Klingler T M, Brutlag D L
Department of Biochemistry, Stanford University School of Medicine, California 94305-5307.
Protein Sci. 1994 Oct;3(10):1847-57. doi: 10.1002/pro.5560031024.
We have developed a new representation for structural and functional motifs in protein sequences based on correlations between pairs of amino acids and applied it to alpha-helical and beta-sheet sequences. Existing probabilistic methods for representing and analyzing protein sequences have traditionally assumed conditional independence of evidence. In other words, amino acids are assumed to have no effect on each other. However, analyses of protein structures have repeatedly demonstrated the importance of interactions between amino acids in conferring both structure and function. Using Bayesian networks, we are able to model the relationships between amino acids at distinct positions in a protein sequence in addition to the amino acid distributions at each position. We have also developed an automated program for discovering sequence correlations using standard statistical tests and validation techniques. In this paper, we test this program on sequences from secondary structure motifs, namely alpha-helices and beta-sheets.

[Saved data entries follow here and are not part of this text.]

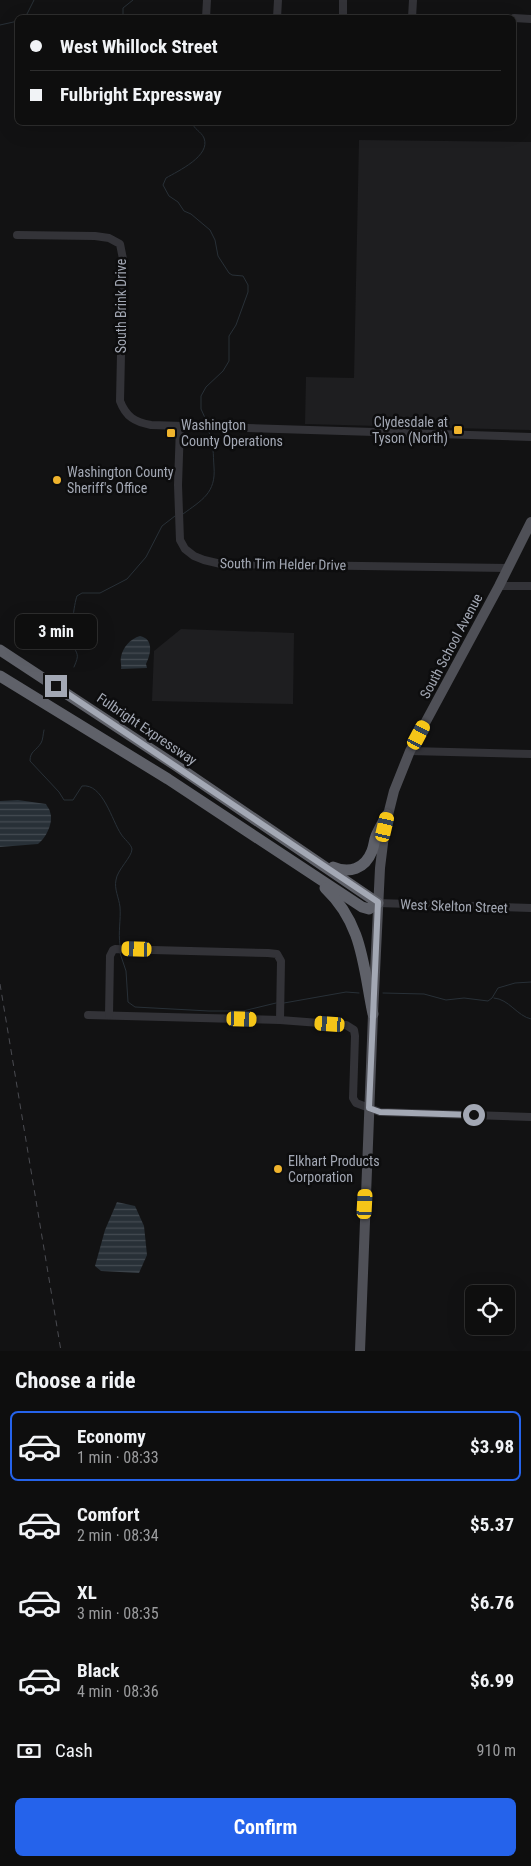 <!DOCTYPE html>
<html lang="en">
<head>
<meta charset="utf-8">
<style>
	body { margin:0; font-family:"Roboto Condensed",sans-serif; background:#171717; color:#f1f3f6; height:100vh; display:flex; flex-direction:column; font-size:19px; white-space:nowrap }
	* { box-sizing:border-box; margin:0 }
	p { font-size:16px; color:#9b9c9e }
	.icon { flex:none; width:28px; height:28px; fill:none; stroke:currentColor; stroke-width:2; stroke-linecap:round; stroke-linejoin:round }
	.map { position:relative; height:1351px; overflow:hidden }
	.sheet { display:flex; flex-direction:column; background:#0e0e0e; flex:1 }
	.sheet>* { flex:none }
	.top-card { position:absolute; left:15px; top:15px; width:501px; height:110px; border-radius:8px; box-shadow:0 5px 20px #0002,0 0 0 1px #2e2e2e; display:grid; align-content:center; height:110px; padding:0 15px; background:#0e0e0e }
	.fabs { position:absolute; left:465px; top:1285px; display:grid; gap:10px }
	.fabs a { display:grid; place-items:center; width:50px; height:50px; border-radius:8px; background:#0e0e0e; box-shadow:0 5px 20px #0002,0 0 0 1px #2e2e2e; font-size:25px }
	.end { position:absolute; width:22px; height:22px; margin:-11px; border:6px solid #a3a8b4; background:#111; box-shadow:0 0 0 2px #111 }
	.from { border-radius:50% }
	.bubble { position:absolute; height:35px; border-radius:8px; background:#0e0e0e; box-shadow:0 5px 20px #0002,0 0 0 1px #2e2e2e; font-size:16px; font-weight:700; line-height:35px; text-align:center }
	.car { position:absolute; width:15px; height:30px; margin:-15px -8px; border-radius:6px; box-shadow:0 0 4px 1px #0007; background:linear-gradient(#f5c518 24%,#345 0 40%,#f5c518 0 76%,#345 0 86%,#f5c518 0) }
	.top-card b { display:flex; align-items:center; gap:18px; height:48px; font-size:19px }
	.top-card b+b { border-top:1px solid #2e2e2e }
	.top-card i { width:12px; height:12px; background:#f1f3f6 }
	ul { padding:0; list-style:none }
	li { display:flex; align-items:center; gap:15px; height:70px; margin:0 10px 8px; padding:0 5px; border:2px solid transparent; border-radius:8px }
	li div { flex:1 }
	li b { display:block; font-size:19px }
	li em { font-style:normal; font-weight:700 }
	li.current { border-color:#2563eb }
	li>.icon { width:45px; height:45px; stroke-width:1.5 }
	h2 { padding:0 15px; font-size:22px; line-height:60px }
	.pay { display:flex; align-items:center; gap:12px; height:55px; padding:0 15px; font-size:19px }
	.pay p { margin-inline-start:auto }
	.cta { display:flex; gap:10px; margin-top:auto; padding:10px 15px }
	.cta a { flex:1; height:58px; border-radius:8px; background:#2563eb; color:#fff; font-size:20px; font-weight:700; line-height:58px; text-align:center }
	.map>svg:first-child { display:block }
	.built { fill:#1e1e20 }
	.water { fill:url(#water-rules) }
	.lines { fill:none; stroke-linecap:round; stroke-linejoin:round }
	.stream { stroke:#283037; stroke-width:1 }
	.minor { stroke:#333338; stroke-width:8 }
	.major { stroke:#4f5057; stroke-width:10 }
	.highway { stroke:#5f6169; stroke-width:11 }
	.rail { stroke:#4a4b51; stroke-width:1; stroke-dasharray:6 5; stroke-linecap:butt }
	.route { stroke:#a3a8b4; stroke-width:6 }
	.poi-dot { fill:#f0b42d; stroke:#0d0d0e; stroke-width:2 }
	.labels { text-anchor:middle; stroke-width:5; stroke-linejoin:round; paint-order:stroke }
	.street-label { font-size:14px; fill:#a3a8b4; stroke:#0d0d0e }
	.poi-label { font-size:14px; fill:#a3a8b4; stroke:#0d0d0e; text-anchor:start }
</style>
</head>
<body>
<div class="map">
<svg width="531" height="1351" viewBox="0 0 531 1351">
	<defs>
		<pattern id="water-rules" width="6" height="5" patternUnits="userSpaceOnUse" patternTransform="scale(1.25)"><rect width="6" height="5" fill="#283037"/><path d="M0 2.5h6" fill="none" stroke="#444b52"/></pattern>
	</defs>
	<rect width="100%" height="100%" fill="#121213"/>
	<g class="built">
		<path d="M 359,140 L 531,142 L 531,430 L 305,424 L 306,377 L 354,378 Z"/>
		<path d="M 181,629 L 294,633 L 293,704 L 152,701 L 154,651 Z"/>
	</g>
	<g class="water">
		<path d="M 140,636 C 154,639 151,654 146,664 L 147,668 L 121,669 C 122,666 120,662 121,657 C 123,647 130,639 140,636 Z"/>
		<path d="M 18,800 L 46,804 C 47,807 50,809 50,812 C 54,822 46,838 38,844 L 0,847 L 0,801 Z"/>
		<path d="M 117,1202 L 135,1206 L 144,1226 L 147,1255 L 139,1273 L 101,1271 L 95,1266 L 105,1230 Z"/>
	</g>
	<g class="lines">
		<g class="stream">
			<path d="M 22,18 L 27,14 L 34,0"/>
			<path d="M 123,18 L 123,8 L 133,0"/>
			<path d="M 0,25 L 18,21"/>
			<path d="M 192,122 C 194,130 201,131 204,138 C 211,156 178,171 166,178 L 163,185 L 169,196 L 178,202 L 184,211 L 191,214 L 210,230 L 215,240 L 218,256 L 229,273 L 232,275 L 243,276 L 248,285 L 248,292 L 236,325 L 229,336 L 229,361 L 223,371 L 206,387 L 201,396 L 201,409 L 206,420"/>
			<path d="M 183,514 C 202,500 216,493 214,467 C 213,453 214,446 209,432"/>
			<path d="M 74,667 C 80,653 77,656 73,644 C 70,635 74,604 77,596 L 82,593 L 100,593 L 127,579 L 146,557 L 162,526 L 175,516"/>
			<path d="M 44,730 C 43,734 43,740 41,743 C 36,751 30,751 30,761 L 59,792 L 64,800 L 73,800 L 82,786 C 103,783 112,821 121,834 C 124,839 131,844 132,849 C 132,857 117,870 116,880 C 114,889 119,898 120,907 C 121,920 118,932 120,945"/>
			<path d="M 120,953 L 126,971 L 128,1002 L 135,1007 L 209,1011 L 243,1011 L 276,1003"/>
			<path d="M 383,993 L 424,994 L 446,1000 L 464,998 L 488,1001 L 492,998 L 498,988 L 515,983 L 531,982"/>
			<path d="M 494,998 C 509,999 517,1016 531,1019"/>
			<path d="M 284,1003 L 346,992 L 359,993"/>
		</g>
		<g class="minor">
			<path d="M 206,18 L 207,0"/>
			<path d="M 277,18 L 278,0"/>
			<path d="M 343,18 L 343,0"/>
			<path d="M 412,18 L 413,0"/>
			<path d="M 514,18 L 531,19"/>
			<path d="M 17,235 L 95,236 L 109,238 L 120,244 L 123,259 L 120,401 C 126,417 135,422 151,425 L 531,437"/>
			<path d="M 180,426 L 178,485 L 180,540 L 185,549 L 194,556 L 204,560 L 221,564 L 508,568"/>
			<path d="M 499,586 L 531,586"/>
			<path d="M 410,751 L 531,754"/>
			<path d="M 378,903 L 531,908"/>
			<path d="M 88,1015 L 280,1020 L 346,1025 L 354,1030 L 355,1036 L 353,1098 L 356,1103 L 380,1112 L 531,1117"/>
			<path d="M 109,1015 L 110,956 L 113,950 L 115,949 L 268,953 L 277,954 L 281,961 L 280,1020"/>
		</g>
		<path class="major" d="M 360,1351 L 373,1014 L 380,868 L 385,827 L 394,791 L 410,751 L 499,586 L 531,522"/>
		<g class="highway">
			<path d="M 0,650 L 175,765 L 378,903 L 369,909 L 362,907 L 168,779 L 0,676"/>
			<path d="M 333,867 C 349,874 365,869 372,851 C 374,846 374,841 376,836 C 379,829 383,822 387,815"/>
			<path d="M 325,888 C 363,924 363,966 373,1014"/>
		</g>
		<path class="rail" d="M 0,984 L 61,1351"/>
	</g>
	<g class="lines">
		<path class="route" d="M 56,686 L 378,902 L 369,1108 L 380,1112 L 474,1115"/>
	</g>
	<g class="poi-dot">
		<rect x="453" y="425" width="10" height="10" rx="2.5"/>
		<rect x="166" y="428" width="10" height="10" rx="2.5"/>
		<circle cx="57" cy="480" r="5"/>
		<circle cx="278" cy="1169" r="5"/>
	</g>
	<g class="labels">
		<g class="street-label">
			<text transform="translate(121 306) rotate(-90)" y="5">South Brink Drive</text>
			<text transform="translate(283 564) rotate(1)" y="5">South Tim Helder Drive</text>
			<text transform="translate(451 646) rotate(-62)" y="5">South School Avenue</text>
			<text transform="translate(147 729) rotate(34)" y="5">Fulbright Expressway</text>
			<text transform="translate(454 906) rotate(2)" y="5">West Skelton Street</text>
		</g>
		<g class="poi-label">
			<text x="448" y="427" text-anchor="end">Clydesdale at<tspan x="448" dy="16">Tyson (North)</tspan></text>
			<text x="181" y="430">Washington<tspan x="181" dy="16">County Operations</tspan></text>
			<text x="67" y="477">Washington County<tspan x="67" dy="16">Sheriff's Office</tspan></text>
			<text x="288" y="1166">Elkhart Products<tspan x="288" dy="16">Corporation</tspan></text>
		</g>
	</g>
</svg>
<div class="fabs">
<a><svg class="icon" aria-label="locate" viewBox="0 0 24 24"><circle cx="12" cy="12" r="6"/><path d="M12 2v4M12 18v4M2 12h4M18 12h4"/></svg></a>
</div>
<i class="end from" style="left:474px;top:1115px"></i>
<i class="end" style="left:56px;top:686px"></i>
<div class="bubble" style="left:15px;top:614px;width:82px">3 min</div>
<i class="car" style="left:419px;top:735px;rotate:28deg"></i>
<i class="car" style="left:385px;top:827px;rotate:13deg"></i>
<i class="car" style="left:137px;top:949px;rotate:272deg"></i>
<i class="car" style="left:242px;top:1019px;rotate:92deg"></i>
<i class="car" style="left:330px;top:1024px;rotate:274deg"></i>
<i class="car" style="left:365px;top:1204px;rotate:3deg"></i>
<div class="top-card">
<b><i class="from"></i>West Whillock Street</b>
<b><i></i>Fulbright Expressway</b>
</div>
</div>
<section class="sheet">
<h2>Choose a ride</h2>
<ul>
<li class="current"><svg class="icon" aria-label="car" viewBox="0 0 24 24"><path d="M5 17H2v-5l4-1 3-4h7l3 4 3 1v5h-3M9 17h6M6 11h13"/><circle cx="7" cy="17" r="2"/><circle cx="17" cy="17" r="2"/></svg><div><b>Economy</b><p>1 min · 08:33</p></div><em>$3.98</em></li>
<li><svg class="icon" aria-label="car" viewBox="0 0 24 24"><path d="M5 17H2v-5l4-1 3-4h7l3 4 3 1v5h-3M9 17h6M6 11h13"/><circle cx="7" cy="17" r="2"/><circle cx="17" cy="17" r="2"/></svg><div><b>Comfort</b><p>2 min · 08:34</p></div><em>$5.37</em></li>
<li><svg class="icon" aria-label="car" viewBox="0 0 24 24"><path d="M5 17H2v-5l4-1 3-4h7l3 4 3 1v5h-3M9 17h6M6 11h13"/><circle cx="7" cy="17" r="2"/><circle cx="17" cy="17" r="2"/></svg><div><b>XL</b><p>3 min · 08:35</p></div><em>$6.76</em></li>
<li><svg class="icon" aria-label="car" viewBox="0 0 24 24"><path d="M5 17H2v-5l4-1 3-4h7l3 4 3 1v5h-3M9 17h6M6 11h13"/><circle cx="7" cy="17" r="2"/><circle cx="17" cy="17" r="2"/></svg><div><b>Black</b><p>4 min · 08:36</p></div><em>$6.99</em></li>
</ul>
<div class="pay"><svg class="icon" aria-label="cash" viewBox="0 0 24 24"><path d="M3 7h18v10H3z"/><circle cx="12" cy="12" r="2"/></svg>Cash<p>910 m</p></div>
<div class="cta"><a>Confirm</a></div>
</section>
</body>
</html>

In each case, the correlations our program discovers correspond well with known physical and chemical interactions between amino acids in structures. Furthermore, we show that, using different chemical alphabets for the amino acids, we discover structural relationships based on the same chemical principle used in constructing the alphabet. This new representation of 3-dimensional features in protein motifs, such as those arising from structural or functional constraints on the sequence, can be used to improve sequence analysis tools including pattern analysis and database search.

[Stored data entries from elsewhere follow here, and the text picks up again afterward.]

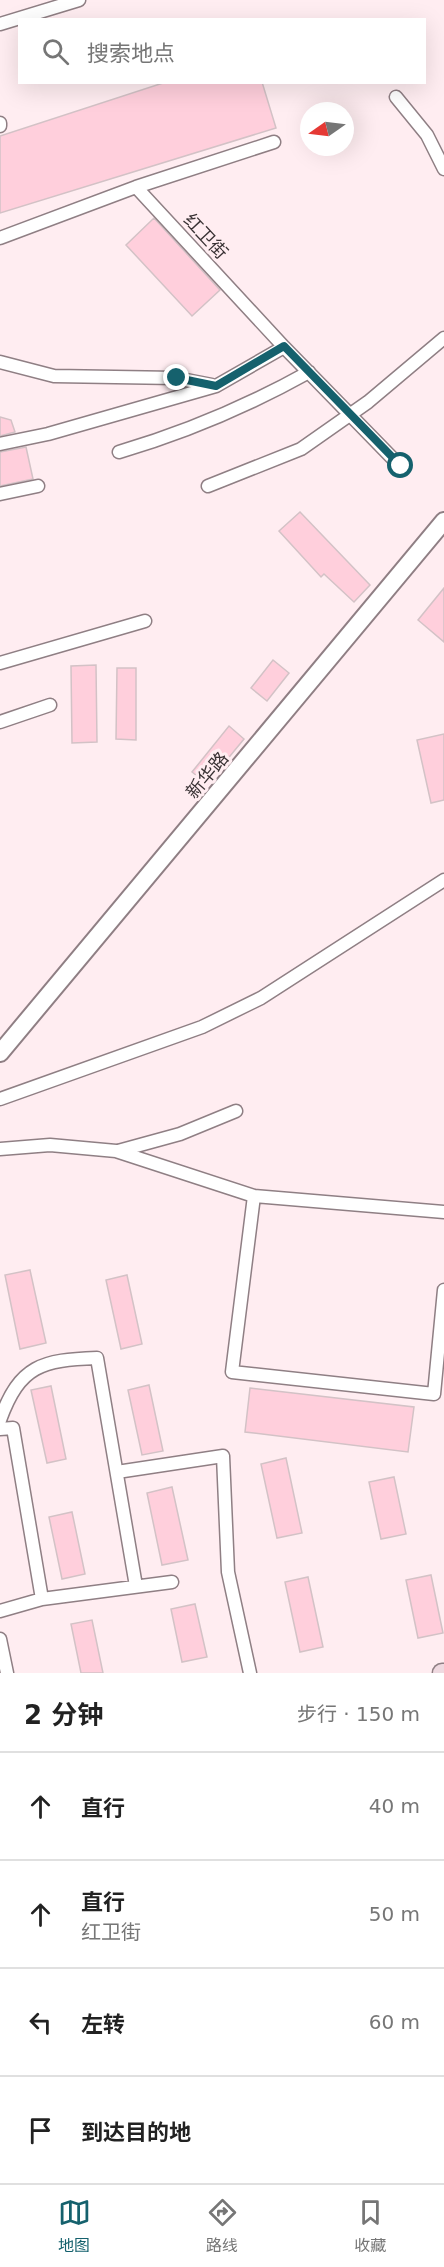 <!DOCTYPE html>
<html lang="zh">
<head>
<meta charset="utf-8">
<style>
	body { margin:0; font-family:"DejaVu Sans","Noto Sans SC",sans-serif; background:#f2f2f2; color:#222 }
	.compass { position:absolute; left:300px; top:102px; width:54px; height:54px; border-radius:50%; background:#fff; box-shadow:0 6px 24px #0002; rotate:256deg }
	.stop { position:absolute; width:18px; height:18px; margin:-14px; border:4px solid #15616d; border-radius:50%; background:#fff }
	.stop.end { background:#15616d; border-color:#fff; box-shadow:0 2px 6px #0008 }
	.list { margin:0; padding:0; list-style:none }
	h2 { display:flex; justify-content:space-between; align-items:center; height:78px; margin:0; padding:0 24px; font-size:26px }
	h2 small { font-size:20px; font-weight:400; color:#767676 }
	.list li { display:grid; grid-template-columns:39px 1fr auto; gap:18px; align-items:center; box-sizing:border-box; height:108px; padding:0 24px; border-top:2px solid #e0e0e0 }
	.list b { display:block; font-size:22px; white-space:nowrap }
	.list p { margin:0; font-size:20px; white-space:nowrap; color:#767676 }
	.list em { font-size:20px; font-style:normal; color:#767676 }
	.icon { flex:none; width:33px; height:33px; fill:none; stroke:currentColor; stroke-width:2; stroke-linecap:round; stroke-linejoin:round }
	.map { position:relative; flex:none; width:444px; height:1673px; overflow:hidden }
	.search { position:absolute; background:#fff; box-shadow:0 6px 24px #0002; left:18px; right:18px; top:18px; height:66px; display:flex; align-items:center; gap:15px; box-sizing:border-box; padding:0 21px; border-radius:0px; color:#767676; font-size:22px }
	.sheet { height:510px; background:#fff }
	nav { display:flex; justify-content:space-around; align-items:center; box-sizing:border-box; height:84px; border-top:2px solid #e0e0e0; background:#fff; font-size:16px; color:#767676 }
	nav a { display:grid; justify-items:center; gap:3px }
	nav .on { color:#15616d }
	.map>svg:first-child { display:block }
</style>
</head>
<body>
<div class="map">
<svg width="444" height="1673" viewBox="0 0 444 1673">
	<rect width="100%" height="100%" fill="#ffedf1"/>
	<!-- building -->
	<path fill="#ffcfdc" stroke="#d3c2c6" stroke-width="1.5" d="M166,82H262L276,128L0,213V136Z
		M154,218L220,290L192,316L126,245Z
		M0,417L11,420L15,432L0,436Z
		M26,447L33,479L0,486V452Z
		M300,512L370,585L354,602L324,574L321,577L279,531Z
		M444,588V642L418,620Z
		M273,660L289,673L267,701L251,688Z
		M96,665L97,742L72,743L71,666Z
		M117,668H136V740L116,739Z
		M229,726L244,739L207,784L192,772Z
		M444,734V800L431,803L417,740Z
		M30,1270L46,1343L20,1349L5,1275Z
		M127,1275L142,1344L121,1349L106,1280Z
		M149,1385L163,1451L142,1455L128,1390Z
		M51,1386L66,1459L47,1463L31,1390Z
		M250,1388L414,1407L408,1452L245,1432Z
		M286,1458L302,1533L277,1538L261,1464Z
		M394,1477L406,1534L381,1539L369,1482Z
		M172,1487L188,1560L162,1565L147,1493Z
		M72,1512L85,1574L62,1579L49,1517Z
		M431,1575L443,1633L418,1638L406,1580Z
		M308,1577L323,1647L300,1652L285,1582Z
		M195,1604L207,1657L182,1662L171,1609Z
		M92,1620L103,1673H81L71,1624Z"/>
	<g fill="none" stroke-linecap="round" stroke-linejoin="round">
		<defs>
			<path id="minor" d="M0,24L79,0
				M396,97L427,135L444,169
				M0,123V126
				M136,187L274,142
				M0,238L136,187L284,347L401,467
				M0,362L54,376L176,378L212,385
				M0,444L48,434L216,386L284,347
				M119,452C187,432 248,406 309,372
				M208,486L301,449L368,402L444,338
				M0,494L38,486
				M0,663L145,621
				M0,722L50,705
				M0,1099L202,1027L261,998L444,880
				M0,1149L50,1145L116,1151L254,1196L444,1212
				M118,1151L180,1134L236,1111
				M254,1196L232,1372L434,1394L444,1290
				M0,1420C20,1365 42,1360 97,1358L136,1586
				M0,1429L13,1428L42,1599
				M117,1472L223,1456L228,1572L250,1673
				M0,1611L42,1599L172,1582
				M0,1639L7,1673"/>
			<path id="tertiary" d="M0,1053L444,521"/>
			<path id="secondary" d="M442,1673H444"/>
		</defs>
		<!-- minor casing -->
		<use href="#minor" stroke="#8f7f84" stroke-width="15"/>
		<!-- tertiary casing -->
		<use href="#tertiary" stroke="#8f7f84" stroke-width="20"/>
		<!-- secondary casing -->
		<use href="#secondary" stroke="#8f7f84" stroke-width="21"/>
		<!-- minor -->
		<use href="#minor" stroke="#fff" stroke-width="12"/>
		<!-- tertiary -->
		<use href="#tertiary" stroke="#fff" stroke-width="16"/>
		<!-- secondary -->
		<use href="#secondary" stroke="#efd9e0" stroke-width="18"/>
	</g>
	<g fill="none" stroke-linecap="round" stroke-linejoin="round">
		<!-- route -->
		<path stroke="#15616d" stroke-width="8" d="M177,378L216,386L284,346L401,466"/>
	</g>
	<g text-anchor="middle" dominant-baseline="central" stroke-width="6" stroke-linejoin="round" paint-order="stroke">
		<!-- street labels -->
		<g font-size="18" fill="#393234" stroke="#ffedf1">
			<text transform="translate(206 236) rotate(47)">红卫街</text>
			<text transform="translate(207 775) rotate(-50)">新华路</text>
		</g>
	</g>
</svg>
<svg class="compass" viewBox="-18 -18 36 36"><path d="M0-13l5 13h-10z" fill="#e53935"/><path d="M0 13l5-13h-10z" fill="#767676"/></svg>
<div class="stop" style="left:401px;top:466px"></div>
<div class="stop end" style="left:177px;top:378px"></div>
<div class="search"><svg class="icon" aria-label="search" viewBox="0 0 24 24"><circle cx="10" cy="10" r="6"/><path d="M15 15l6 6"/></svg>搜索地点</div>
</div>
<section class="sheet">
<h2>2 分钟<small>步行 · 150 m</small></h2>
<ul class="list">
<li><svg class="icon" aria-label="ahead" viewBox="0 0 24 24"><path d="M12 20V5M6 11l6-6 6 6"/></svg><div><b>直行</b></div><em>40 m</em></li>
<li><svg class="icon" aria-label="ahead" viewBox="0 0 24 24"><path d="M12 20V5M6 11l6-6 6 6"/></svg><div><b>直行</b><p>红卫街</p></div><em>50 m</em></li>
<li><svg class="icon" aria-label="left" viewBox="0 0 24 24"><path d="M17 20v-9H6M10 6l-5 5 5 5"/></svg><div><b>左转</b></div><em>60 m</em></li>
<li><svg class="icon" aria-label="arrive" viewBox="0 0 24 24"><path d="M6 21V4h12l-3 4 3 4H6"/></svg><div><b>到达目的地</b></div></li>
</ul>
</section>
<nav>
<a class="on"><svg class="icon" aria-label="map" viewBox="0 0 24 24"><path d="M3 6l6-2 6 2 6-2v14l-6 2-6-2-6 2zM9 4v14M15 6v14"/></svg>地图</a>
<a><svg class="icon" aria-label="directions" viewBox="0 0 24 24"><path d="M12 3l9 9-9 9-9-9zM9 14v-3h6M13 9l2 2-2 2"/></svg>路线</a>
<a><svg class="icon" aria-label="saved" viewBox="0 0 24 24"><path d="M7 4h10v16l-5-4-5 4z"/></svg>收藏</a>
</nav>
</body>
</html>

我们基于氨基酸对之间的相关性,开发了一种用于蛋白质序列中结构和功能基序的新表示方法,并将其应用于α螺旋和β折叠序列。传统上,现有的用于表示和分析蛋白质序列的概率方法假定证据具有条件独立性。换句话说,假定氨基酸之间互不影响。然而,对蛋白质结构的分析反复证明了氨基酸之间的相互作用在赋予结构和功能方面的重要性。使用贝叶斯网络,我们不仅能够对蛋白质序列中不同位置的氨基酸分布进行建模,还能对这些位置上氨基酸之间的关系进行建模。我们还开发了一个自动化程序,用于使用标准统计测试和验证技术发现序列相关性。在本文中,我们在二级结构基序(即α螺旋和β折叠)的序列上测试了这个程序。在每种情况下,我们的程序发现的相关性都与结构中氨基酸之间已知的物理和化学相互作用高度吻合。此外,我们表明,使用不同的氨基酸化学字母表,我们基于构建字母表时所使用的相同化学原理发现了结构关系。蛋白质基序中三维特征的这种新表示方法,例如那些由序列上的结构或功能限制产生的特征,可用于改进包括模式分析和数据库搜索在内的序列分析工具。